▶ **INFORMATION SUPPLIED**:
────
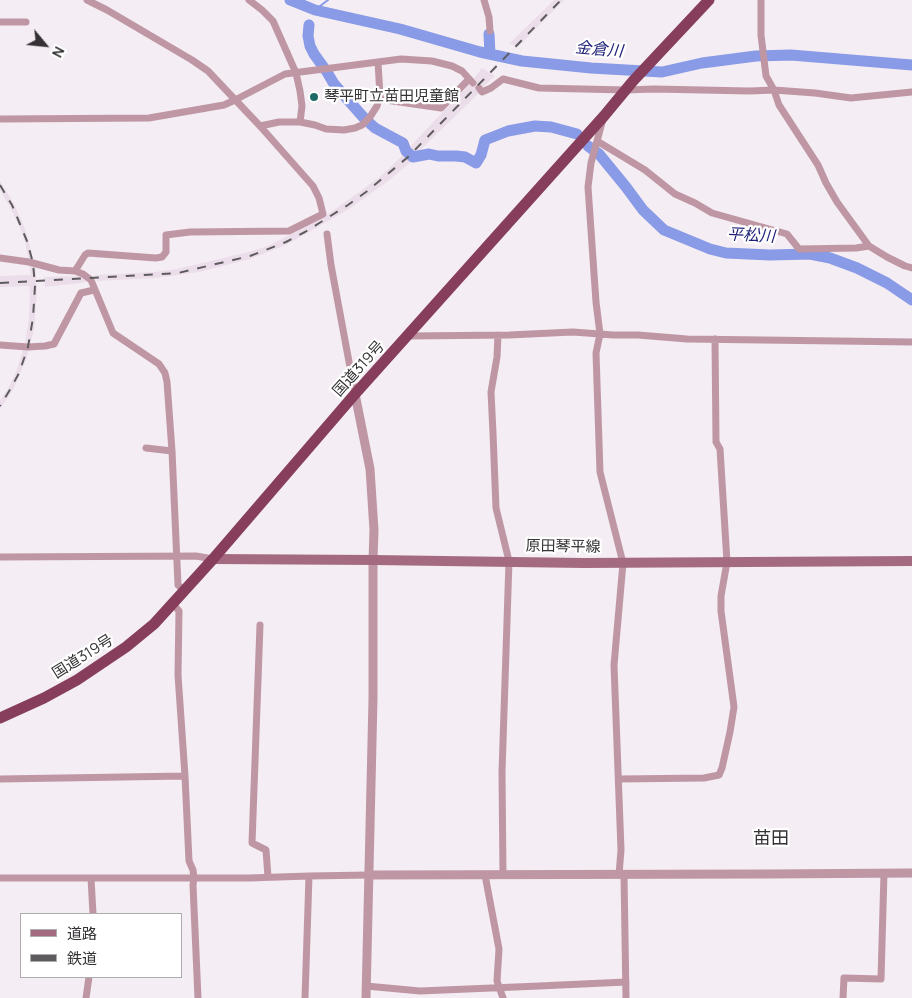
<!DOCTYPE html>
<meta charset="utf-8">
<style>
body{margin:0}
#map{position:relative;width:912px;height:998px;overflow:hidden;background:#f4edf3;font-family:Manrope,"Noto Sans JP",sans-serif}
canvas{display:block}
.legend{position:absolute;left:20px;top:913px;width:162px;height:65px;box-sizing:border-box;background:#fff;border:1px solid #aeadae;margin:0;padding:6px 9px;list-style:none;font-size:15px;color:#343234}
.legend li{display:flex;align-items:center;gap:10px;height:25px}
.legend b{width:25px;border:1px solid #aeadae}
.north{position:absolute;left:20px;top:20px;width:50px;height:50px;-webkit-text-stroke:4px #fff;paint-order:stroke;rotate:118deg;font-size:14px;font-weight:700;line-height:20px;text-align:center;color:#343234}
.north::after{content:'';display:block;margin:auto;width:18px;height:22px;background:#343234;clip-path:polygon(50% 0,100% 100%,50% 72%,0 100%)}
</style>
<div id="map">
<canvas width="912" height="998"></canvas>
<ul class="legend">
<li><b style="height:6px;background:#a46b80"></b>道路</li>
<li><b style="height:6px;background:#5e5b5e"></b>鉄道</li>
</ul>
<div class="north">N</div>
</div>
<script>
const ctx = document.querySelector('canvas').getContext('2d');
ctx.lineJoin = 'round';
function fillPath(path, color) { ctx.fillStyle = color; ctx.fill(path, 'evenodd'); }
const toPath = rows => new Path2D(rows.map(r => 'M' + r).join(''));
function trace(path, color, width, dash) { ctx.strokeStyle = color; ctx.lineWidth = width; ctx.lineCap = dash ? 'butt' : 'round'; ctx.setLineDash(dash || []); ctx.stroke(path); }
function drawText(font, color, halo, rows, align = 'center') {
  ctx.font = font + ' Manrope,"Noto Sans JP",sans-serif'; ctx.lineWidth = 4.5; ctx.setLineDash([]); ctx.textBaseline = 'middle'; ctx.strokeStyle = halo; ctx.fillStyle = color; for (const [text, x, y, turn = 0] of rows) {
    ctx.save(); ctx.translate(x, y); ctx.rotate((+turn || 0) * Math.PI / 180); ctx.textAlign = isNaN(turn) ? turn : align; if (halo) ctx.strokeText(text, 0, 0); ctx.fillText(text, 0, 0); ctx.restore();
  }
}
const built = toPath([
 [554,0,564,0,519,46,509,44],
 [482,68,495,76,482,88,479,93,415,155,408,149,469,84,471,86,476,81,474,78],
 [404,154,412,161,388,181,349,209,286,245,250,259,199,272,155,278,97,281,95,275,155,272,177,269,249,252,268,246,304,228,324,217,365,188,382,175],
 [0,181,14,204,24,226,35,264,37,289,34,330,26,360,13,390,0,409,0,401,9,387,16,372,25,344,29,317,30,295,29,286,0,287,0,276,31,275,25,242,20,228,10,207,0,190],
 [81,276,88,282,45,287,44,277]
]);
const stream = toPath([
 [315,10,328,0]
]);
const river = toPath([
 [290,0,315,10,400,29,480,52,522,61,591,68,662,72,702,63,756,56,791,55,912,65],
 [309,25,308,36,310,46,314,54,327,72,334,84,364,118,375,128,403,143,406,151,413,157,429,154,438,156,456,156,465,157,476,163,481,155,485,140,508,131,535,126,551,127,577,134],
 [489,34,490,54],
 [588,146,599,154,626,187,643,210,664,230,710,249,726,253,770,255,810,254,830,258,857,268,887,283,912,300]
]);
const minor = toPath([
 [249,0,262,10,273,21,296,73,300,91,302,106,300,122],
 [484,0,489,17,490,31],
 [761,0,761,35,766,76,774,90,779,105,818,165,826,183,837,202,869,246,887,257,905,266,912,268],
 [0,22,26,22],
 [479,88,482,92,491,88,503,79,539,88,626,90,654,89,750,91,774,90,815,93,851,98,912,92],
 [379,99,441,108,469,79],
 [0,119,149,118,224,105,235,100,285,74,401,59,432,61,452,66,462,71,473,83],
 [603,119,591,163,588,187,596,302,600,334,596,353,600,472,623,563,614,665,621,850,619,875],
 [260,126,279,122,300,122,315,125,326,129,344,130,355,128,362,125,370,117,377,106,380,96,378,62],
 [597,141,645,170,675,194,695,203,712,213,787,234,799,249,856,248,869,246],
 [327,234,331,265,355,394],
 [0,258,29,262,59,270,75,271,83,274,91,280,113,333,159,364,165,373,167,382,172,451,178,585,185,591],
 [75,271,85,255,88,253,156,258,162,257,166,252,166,235,190,232,289,231,323,214,319,198,313,186,260,126,208,71,192,60,107,10,87,0],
 [498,335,497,357,491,392,493,433,496,508,509,561,502,772,503,875],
 [409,336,509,335,573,332,613,335,638,335,687,339,912,342],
 [0,345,28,347,45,346,54,344,81,293,94,290],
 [146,448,172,451],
 [0,557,196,556,213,559],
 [173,604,179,611,178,675,185,776,189,861,193,870,194,878,193,885,198,998],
 [260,625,252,843,266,850,268,877],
 [0,779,185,776],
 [619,779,704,778,719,775,722,768,730,732,734,707,721,611,721,596,727,562,720,449,716,442,715,339],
 [485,875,499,949,497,981,503,998],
 [624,875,626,998],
 [0,878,249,878,309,876,369,875],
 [91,878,93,914],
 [366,986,420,991,539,986,626,982],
 [86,998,89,977],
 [305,998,309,876],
 [843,998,844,978,881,979,884,873]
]);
const tertiary = toPath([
 [355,394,370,469,374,530,373,560,373,699,366,998],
 [369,875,767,874,912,873]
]);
const secondary = toPath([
 [213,559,373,560,584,563,912,561]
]);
const trunk = toPath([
 [0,718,44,698,77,680,126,647,154,624,213,559,355,394,604,116,633,81,709,0]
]);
const rail = toPath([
 [0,185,12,205,27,241,33,263,35,286,33,318,28,347,19,373,11,388,0,406],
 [0,283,178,273,250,256,286,242,305,232,348,205,366,192,408,157,561,0]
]);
const markers = [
 [314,97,5,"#1e6a68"]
];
const poiNames = [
 ["琴平町立苗田児童館",324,97]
];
const streetNames = [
 ["国道319号",359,369,-48],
 ["原田琴平線",563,547,1],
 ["国道319号",83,657,-32]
];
const waterNames = [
 ["金倉川",599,50,5],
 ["平松川",751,236,3]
];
const quarterNames = [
 ["苗田",771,839]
];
fillPath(built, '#ebdeea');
trace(stream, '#899ae6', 2);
trace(river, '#899ae6', 11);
trace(minor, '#bf97a4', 7);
trace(tertiary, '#bf97a4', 9);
trace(secondary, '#a46b80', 10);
trace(trunk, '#863e5c', 11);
trace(rail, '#5e5b5e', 2, [9, 9]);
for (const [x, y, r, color] of markers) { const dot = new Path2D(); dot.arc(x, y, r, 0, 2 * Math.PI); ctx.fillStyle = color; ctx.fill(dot); trace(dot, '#fff', 2); }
drawText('15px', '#343234', '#fff', poiNames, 'left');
drawText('15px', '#343234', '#fff', streetNames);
drawText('italic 16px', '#202178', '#fff', waterNames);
drawText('18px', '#343234', '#fff', quarterNames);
</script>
────
▶ **YOUR INSTRUCTIONS**: Nothing but a number, please, for how many lines of the data hold "canvas".

▶ **RESPONSE TO THIS TASK**: 3